En faisant un pas de côté, Janne Korhonen et Rauli Partanen, les auteurs finlandais de l’ouvrage « Climate Gamble »1 ont offert un regard décalé sur le changement climatique et les solutions. Pour ces citoyens engagés – sans expertise scientifique particulière –, « il est essentiel de ne pas opposer les technologies bas-carbone entre elles ». « Si nous voulons un système basé uniquement sur les renouvelables, cela demandera 3 à 11 fois plus d’efforts que de combiner avec des technologies neutres en carbone. » La tâche est immense : « Nous ne pouvons pas bannir le CO2 car l’ensemble de notre système repose sur les énergies fossiles. » Le chemin est donc long avant de pouvoir instaurer une taxe carbone. Il faudra utiliser toutes les technologies bas-carbone, sans exception et miser sur les économies d’énergies en se méfiant des effets rebond : « Plus nous rendons quelque chose d’efficient, l’énergie en l’occurrence, plus nous avons tendance à l’utiliser. » 

 
Quatre climatologues soutiennent le nucléaire à la COP 21
 
2015 voit émerger – à la faveur de la COP 21 – une tendance qui rappelle le siècle dernier : la technoscience. Réunis autour de James Hansen, climatologue théoricien du changement climatique et de son origine anthropique, Ken Caldeira (université de Stanford), Kerry Emanuel (MIT) et Tom Wigley (université d’Adélaïde, Australie) signent le retour de la science dans le monde politique.

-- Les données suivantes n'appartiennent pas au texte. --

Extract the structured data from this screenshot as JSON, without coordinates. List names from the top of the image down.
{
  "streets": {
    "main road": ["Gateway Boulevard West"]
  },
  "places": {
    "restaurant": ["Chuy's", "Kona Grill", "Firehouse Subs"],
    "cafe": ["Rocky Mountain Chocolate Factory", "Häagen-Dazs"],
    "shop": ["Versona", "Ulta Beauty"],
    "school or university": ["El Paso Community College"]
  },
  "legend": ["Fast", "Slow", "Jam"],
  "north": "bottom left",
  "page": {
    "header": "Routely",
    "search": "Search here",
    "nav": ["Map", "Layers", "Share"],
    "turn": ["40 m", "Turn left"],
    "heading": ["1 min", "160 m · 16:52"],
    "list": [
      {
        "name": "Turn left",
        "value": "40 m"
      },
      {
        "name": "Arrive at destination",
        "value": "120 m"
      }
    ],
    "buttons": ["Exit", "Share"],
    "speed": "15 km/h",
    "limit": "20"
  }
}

C’est bien parce qu’un consensus et la littérature scientifique reconnaissent que le nucléaire est une énergie bas-carbone, que ces quatre climatologues – qui ne sont pas physiciens nucléaires – sont venus à Paris demander une plus grande utilisation de l’énergie nucléaire. « Nous ne sommes pas des politiques et nous avons longtemps hésité à organiser cette conférence de presse » précise Ken Caldeira. « Mais, les choses sont devenues trop sérieuses pour ne pas s’impliquer » ajoute-t-il gravement.
James Hansen, Ken Caldeira, Kerry Emanuel et Tom Wigley s’inscrivent ainsi dans la lignée des scientifiques engagés dans la vie de la cité. Comme les Curie et Joliot-Curie avant eux, ces universalistes souhaitent que la science permette d’améliorer la société et serve l’humanité.